<<<<
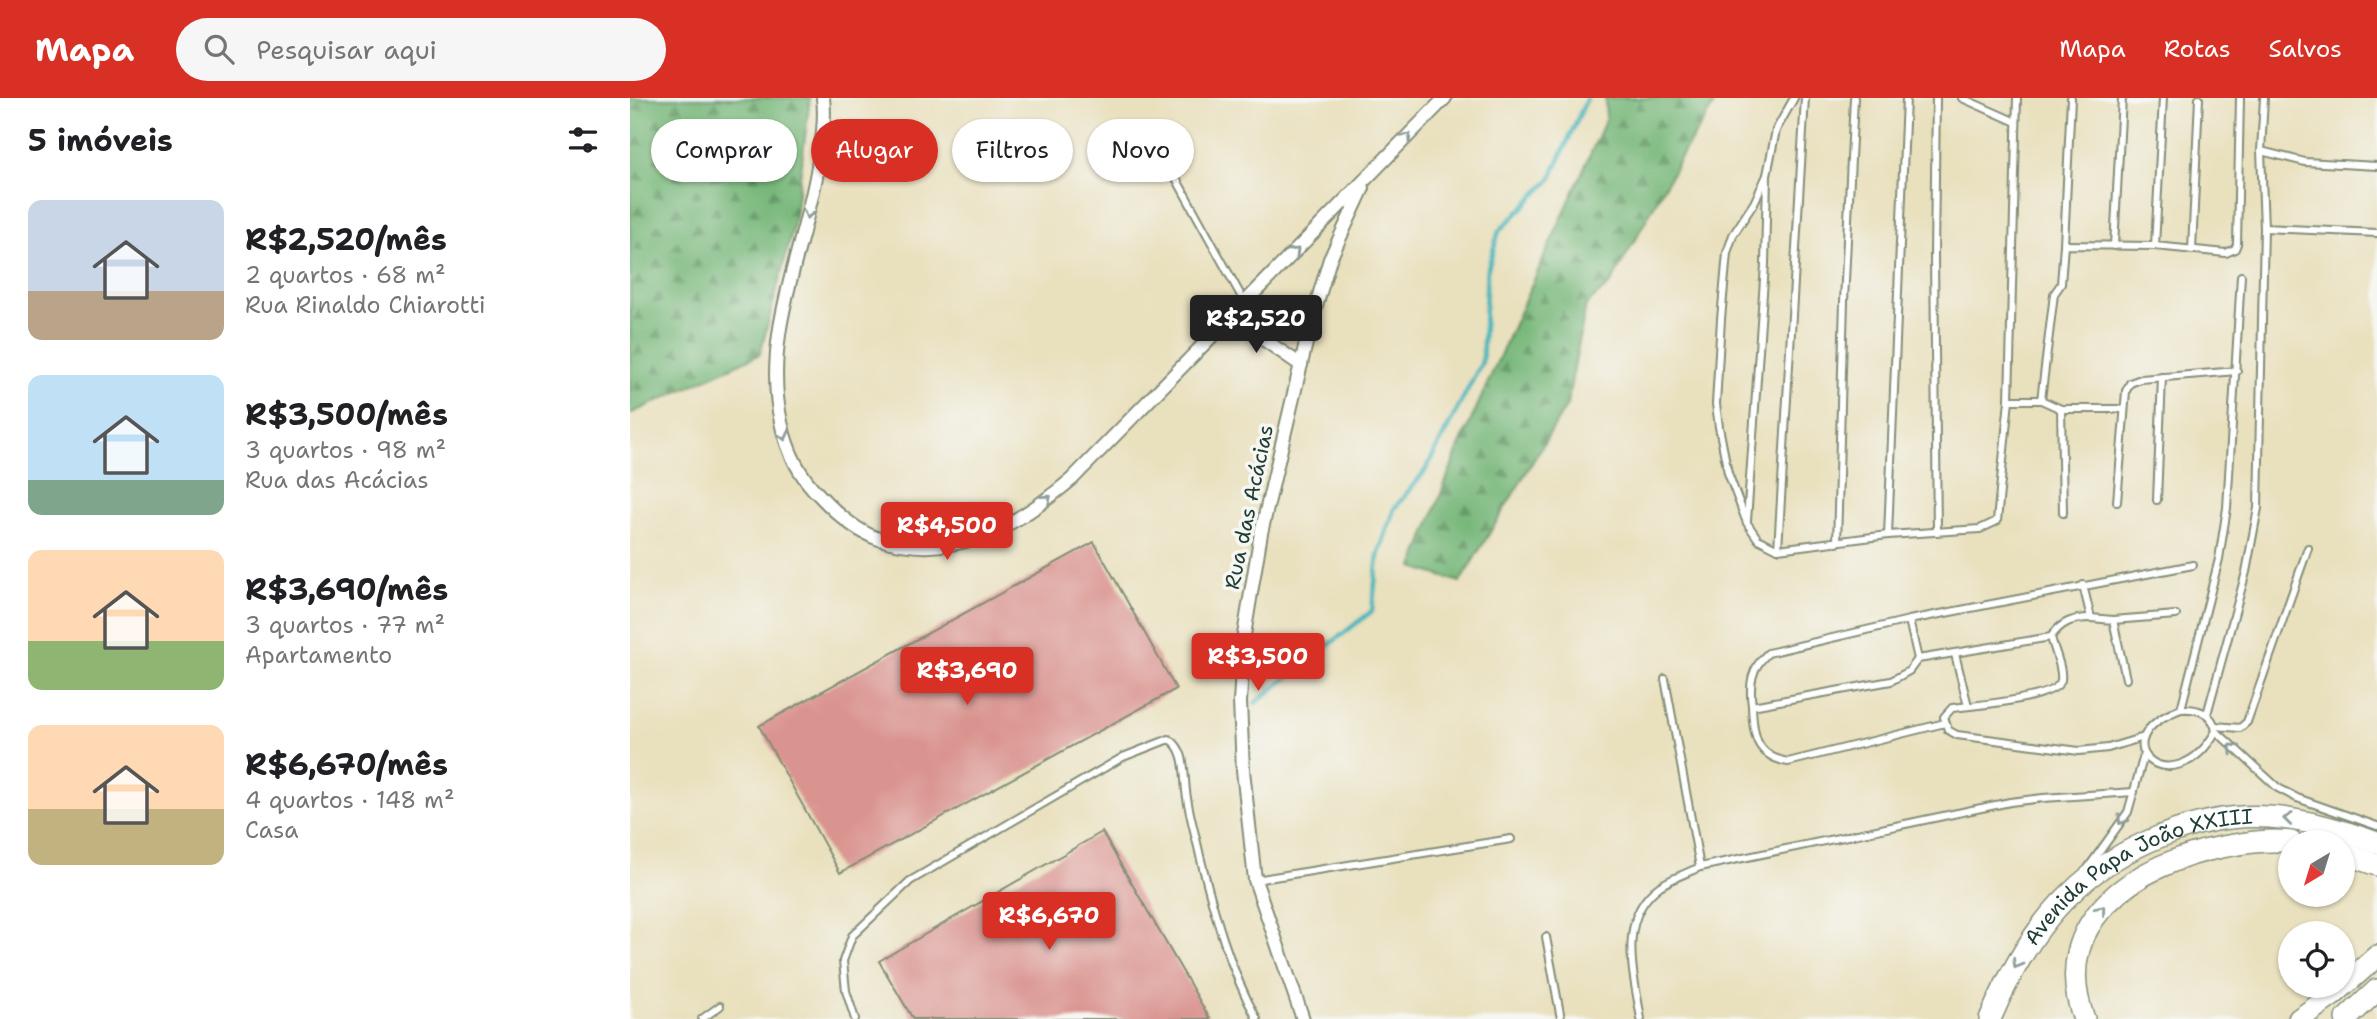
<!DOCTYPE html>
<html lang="pt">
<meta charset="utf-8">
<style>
body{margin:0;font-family:"Shantell Sans",sans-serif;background:#f6f6f6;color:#202124;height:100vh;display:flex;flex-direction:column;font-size:26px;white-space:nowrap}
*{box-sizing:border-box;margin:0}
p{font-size:23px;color:#757577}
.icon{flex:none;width:38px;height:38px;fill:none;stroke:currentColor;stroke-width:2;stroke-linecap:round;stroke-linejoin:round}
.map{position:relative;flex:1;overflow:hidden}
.sheet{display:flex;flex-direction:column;background:#fff;width:630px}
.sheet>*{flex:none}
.guide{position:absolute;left:21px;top:21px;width:665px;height:63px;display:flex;gap:14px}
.needle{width:46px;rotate:218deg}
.controls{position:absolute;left:1648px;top:732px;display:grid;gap:14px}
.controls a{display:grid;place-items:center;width:77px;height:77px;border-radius:50%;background:#fff;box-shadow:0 2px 5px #0004;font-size:35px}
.price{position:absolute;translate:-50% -60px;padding:0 16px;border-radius:7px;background:#d93025;color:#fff;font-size:23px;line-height:46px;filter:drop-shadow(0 2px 4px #0008)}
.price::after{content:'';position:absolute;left:50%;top:42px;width:21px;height:16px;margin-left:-10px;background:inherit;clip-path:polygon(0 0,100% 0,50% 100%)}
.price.current{background:#222;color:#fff}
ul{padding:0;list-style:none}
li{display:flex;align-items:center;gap:21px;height:175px;padding:0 28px}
li span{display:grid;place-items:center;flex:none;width:196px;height:140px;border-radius:14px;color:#555}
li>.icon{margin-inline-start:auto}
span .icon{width:84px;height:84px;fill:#fffc;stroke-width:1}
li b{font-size:30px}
h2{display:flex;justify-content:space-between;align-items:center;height:84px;padding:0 28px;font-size:30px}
.pill{padding:0 24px;border-radius:32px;background:#fff;box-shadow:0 2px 5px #0004;font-size:24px;line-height:63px}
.pill.current{background:#d93025;color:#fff}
header{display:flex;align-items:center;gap:42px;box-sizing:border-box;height:98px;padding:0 35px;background:#d93025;color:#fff}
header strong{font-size:33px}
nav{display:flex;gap:38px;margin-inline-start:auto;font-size:24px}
.search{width:490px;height:63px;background:#f6f6f6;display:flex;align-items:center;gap:18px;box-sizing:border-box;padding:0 24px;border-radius:38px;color:#757577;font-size:26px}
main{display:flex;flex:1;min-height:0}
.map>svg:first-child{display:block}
.forest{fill:url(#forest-firs);stroke:#4b7a56;stroke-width:2}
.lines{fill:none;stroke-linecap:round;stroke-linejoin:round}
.stream{stroke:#46b5bb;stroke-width:4.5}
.building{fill:#da9490}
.service-casing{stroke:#848e78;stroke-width:10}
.minor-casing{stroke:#848e78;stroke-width:16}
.primary-casing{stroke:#848e78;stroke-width:24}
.trunk-casing{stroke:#848e78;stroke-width:24}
.service{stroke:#fff;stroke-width:6}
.minor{stroke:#fff;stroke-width:12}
.primary{stroke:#fff;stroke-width:21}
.trunk{stroke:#fff;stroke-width:21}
.oneway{stroke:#8f9e9a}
.labels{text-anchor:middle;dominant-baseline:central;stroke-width:7;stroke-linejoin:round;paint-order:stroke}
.street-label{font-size:21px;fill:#1f3d34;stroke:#f6f6f2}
</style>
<header>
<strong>Mapa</strong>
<div class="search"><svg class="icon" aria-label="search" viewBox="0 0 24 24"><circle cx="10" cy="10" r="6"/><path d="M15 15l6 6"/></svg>Pesquisar aqui</div>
<nav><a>Mapa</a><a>Rotas</a><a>Salvos</a></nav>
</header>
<main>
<section class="sheet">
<h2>5 imóveis<svg class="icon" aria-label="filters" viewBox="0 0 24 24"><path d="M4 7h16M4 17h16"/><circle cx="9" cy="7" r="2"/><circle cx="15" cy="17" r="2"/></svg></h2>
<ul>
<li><span style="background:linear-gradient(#c9d6e8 65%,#b9a48a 0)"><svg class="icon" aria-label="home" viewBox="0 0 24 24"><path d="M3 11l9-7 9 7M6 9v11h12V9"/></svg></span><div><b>R$2,520/mês</b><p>2 quartos · 68 m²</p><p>Rua Rinaldo Chiarotti</p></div></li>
<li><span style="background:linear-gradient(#bfe0f5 75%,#7fa58c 0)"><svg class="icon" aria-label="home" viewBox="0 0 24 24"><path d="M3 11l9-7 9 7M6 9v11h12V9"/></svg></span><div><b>R$3,500/mês</b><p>3 quartos · 98 m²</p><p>Rua das Acácias</p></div></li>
<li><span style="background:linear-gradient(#ffd9b3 65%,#8fb573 0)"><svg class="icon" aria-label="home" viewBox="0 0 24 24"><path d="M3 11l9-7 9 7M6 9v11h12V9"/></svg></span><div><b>R$3,690/mês</b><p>3 quartos · 77 m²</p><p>Apartamento</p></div></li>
<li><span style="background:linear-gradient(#ffd9b3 60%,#c2b280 0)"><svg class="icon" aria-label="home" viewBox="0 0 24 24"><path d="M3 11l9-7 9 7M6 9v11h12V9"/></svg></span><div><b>R$6,670/mês</b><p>4 quartos · 148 m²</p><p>Casa</p></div></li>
</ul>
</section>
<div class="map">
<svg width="1747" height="921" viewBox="0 0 1747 921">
<defs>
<pattern id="forest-firs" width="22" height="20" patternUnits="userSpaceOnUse" patternTransform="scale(1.75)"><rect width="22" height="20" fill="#77b779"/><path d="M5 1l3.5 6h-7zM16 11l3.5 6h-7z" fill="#619664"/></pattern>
</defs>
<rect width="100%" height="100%" fill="#f6f6f2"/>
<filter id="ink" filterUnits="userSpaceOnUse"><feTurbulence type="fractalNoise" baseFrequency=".0143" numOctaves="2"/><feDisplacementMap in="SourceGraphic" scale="14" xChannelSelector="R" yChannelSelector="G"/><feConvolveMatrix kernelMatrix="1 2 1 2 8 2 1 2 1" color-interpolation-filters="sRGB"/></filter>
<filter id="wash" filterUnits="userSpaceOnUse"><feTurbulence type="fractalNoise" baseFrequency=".00686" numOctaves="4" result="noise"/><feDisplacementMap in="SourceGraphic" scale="28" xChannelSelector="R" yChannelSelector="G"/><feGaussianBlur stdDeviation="1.57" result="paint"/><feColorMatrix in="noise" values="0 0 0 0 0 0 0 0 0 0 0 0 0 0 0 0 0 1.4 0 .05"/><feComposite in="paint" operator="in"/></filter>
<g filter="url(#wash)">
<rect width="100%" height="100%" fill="#e9e0bd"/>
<!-- forest -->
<g class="forest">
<path d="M0 0H180L164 126 130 256 0 316Z"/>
<path d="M975 0H1088L1052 57 981 185 956 207 937 307 830 484 783 469 829 349 976 21Z"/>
</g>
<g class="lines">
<!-- stream -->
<path class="stream" d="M625 605 742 513 748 458 764 411 795 373 852 264 857 173 869 133 920 82 957 0"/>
</g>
<g id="blocks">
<!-- building -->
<g class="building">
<path d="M464 444 546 591 210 775 129 628Z"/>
<path d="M472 734 580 921H283L249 863Z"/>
</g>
</g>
</g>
<g filter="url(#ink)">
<use href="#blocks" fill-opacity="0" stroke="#848e78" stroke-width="2"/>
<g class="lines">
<defs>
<g id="service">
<path d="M1306 0 1304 158 1307 434"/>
<path d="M1332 0 1386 24"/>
<path d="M1631 53 1675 64 1747 68"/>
<path d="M542 73 615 205"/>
<path d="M1137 77 1124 105 1103 137 1097 155 1091 221 1086 306 1089 329 1098 375 1117 425 1128 441 1148 451 1258 437 1350 431 1367 423 1379 302H1411L1431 311 1433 415"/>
<path d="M1634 130 1747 135"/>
<path d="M1434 147 1441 0"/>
<path d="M1484 148 1492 0"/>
<path d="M1525 148 1533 0"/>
<path d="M1562 152 1569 0"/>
<path d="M1379 302 1387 0"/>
<path d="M1411 302 1424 196 1431 186 1434 147 1525 148 1596 155 1605 151 1607 146 1610 0"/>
<path d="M1431 311H1494"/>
<path d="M1527 402 1532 279"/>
<path d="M1487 404 1496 293 1500 285 1511 281 1607 273"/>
<path d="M1117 423 1135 167 1137 77 1146 32 1164 0"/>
<path d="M1258 437 1276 0"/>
<path d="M1207 445 1214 203 1224 0"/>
<path d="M1148 451 1175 0"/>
<path d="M1453 487 1461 520 1483 522 1546 517"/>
<path d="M1483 522 1496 581"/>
<path d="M1421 539C1431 524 1443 520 1461 520"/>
<path d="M1325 556 1338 608"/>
<path d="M1288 561 1279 522 1563 467"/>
<path d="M1035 581 1070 769"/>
<path d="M1122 608C1119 586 1121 570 1138 555L1279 522"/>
<path d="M1551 611 1589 461 1597 410 1611 178"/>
<path d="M1551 611C1568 610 1583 615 1586 633 1544 709 1465 643 1551 611Z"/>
<path d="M1577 616 1616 474 1628 410 1634 130 1631 53 1634 0"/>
<path d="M1315 625 1158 664C1126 658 1123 638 1122 608L1261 583 1279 573 1288 561 1421 539C1424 552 1433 570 1431 582 1428 601 1340 608 1322 610L1314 619 1318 632 1327 637 1449 653 1478 650 1514 639"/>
<path d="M1585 628 1610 630 1617 624 1678 450"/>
<path d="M1586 633 1648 690 1667 700 1747 728"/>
<path d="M1458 770 1498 714 1514 657"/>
<path d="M625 782 881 741"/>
<path d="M916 839 931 921"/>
<path d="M72 921 90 908"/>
<path d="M225 921 216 893 213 863 222 838 280 783 493 659 539 641C558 652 553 680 557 700 560 719 566 739 570 758 584 814 599 870 627 921"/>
<path d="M1011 921C1004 876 986 820 1030 788 1042 780 1057 775 1070 769L1380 704 1413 700 1504 694"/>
</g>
<g id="minor">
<path d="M193 0C196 24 191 50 187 74 172 157 132 239 151 324 157 352 169 378 190 398 206 415 227 434 249 441 326 464 385 429 442 381L815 0"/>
<path d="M601 219 671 267"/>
<path d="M673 921 625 782 613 672 610 604 614 537 631 435 680 228 700 161 733 90"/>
</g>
<g id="primary">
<path id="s1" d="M1360 921C1379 876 1404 830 1440 796 1488 748 1571 714 1639 719 1676 721 1712 732 1747 745"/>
</g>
<g id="trunk">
<path d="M1713 755 1747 767"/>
<path d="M1454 921C1417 823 1508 765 1592 749 1614 745 1638 741 1661 744"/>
<path d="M1669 921 1703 897 1747 858"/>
<path d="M1716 921 1747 892"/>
</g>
</defs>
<!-- service casing -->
<use href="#service" class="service-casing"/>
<!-- minor casing -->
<use href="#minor" class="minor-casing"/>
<!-- primary casing -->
<use href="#primary" class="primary-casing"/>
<!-- trunk casing -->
<use href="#trunk" class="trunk-casing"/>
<!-- service -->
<use href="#service" class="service"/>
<!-- minor -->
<use href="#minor" class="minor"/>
<!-- primary -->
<use href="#primary" class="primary"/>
<!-- trunk -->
<use href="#trunk" class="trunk"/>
</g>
<!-- one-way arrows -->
<defs><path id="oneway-chevron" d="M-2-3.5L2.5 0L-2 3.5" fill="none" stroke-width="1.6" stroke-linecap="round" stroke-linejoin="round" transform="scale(1.75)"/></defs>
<g class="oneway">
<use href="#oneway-chevron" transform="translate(777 39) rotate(-46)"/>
<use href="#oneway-chevron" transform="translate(178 116) rotate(105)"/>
<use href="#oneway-chevron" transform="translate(665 154) rotate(-45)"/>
<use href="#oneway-chevron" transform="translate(154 338) rotate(75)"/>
<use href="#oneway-chevron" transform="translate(417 401) rotate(-40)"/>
<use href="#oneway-chevron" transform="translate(1603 650) rotate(-135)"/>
<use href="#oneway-chevron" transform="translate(1658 721) rotate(-173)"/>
<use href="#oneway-chevron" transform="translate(1492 722) rotate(123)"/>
<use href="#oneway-chevron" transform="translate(1471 812) rotate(-50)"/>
<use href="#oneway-chevron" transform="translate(1387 866) rotate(120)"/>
</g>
</g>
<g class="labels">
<!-- street labels -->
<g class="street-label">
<text transform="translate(619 409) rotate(-78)">Rua das Acácias</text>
<text stroke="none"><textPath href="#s1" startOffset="219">Avenida Papa João XXIII</textPath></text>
</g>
</g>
</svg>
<div class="controls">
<a><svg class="needle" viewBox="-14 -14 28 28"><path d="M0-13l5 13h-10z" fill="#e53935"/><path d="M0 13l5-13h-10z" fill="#757577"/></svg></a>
<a><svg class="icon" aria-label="locate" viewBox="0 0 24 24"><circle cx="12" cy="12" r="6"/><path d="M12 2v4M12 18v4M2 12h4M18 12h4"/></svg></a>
</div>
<b class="price current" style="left:626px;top:257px">R$2,520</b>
<b class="price" style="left:317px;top:464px">R$4,500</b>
<b class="price" style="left:628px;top:595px">R$3,500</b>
<b class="price" style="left:337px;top:609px">R$3,690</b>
<b class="price" style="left:419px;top:854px">R$6,670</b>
<div class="guide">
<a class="pill">Comprar</a>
<a class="pill current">Alugar</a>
<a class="pill">Filtros</a>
<a class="pill">Novo</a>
</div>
</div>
</main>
>>>>
● Task instructions
From the material given, work out how many lines hold the string "controls"; state that number and nothing further.

● Response below
3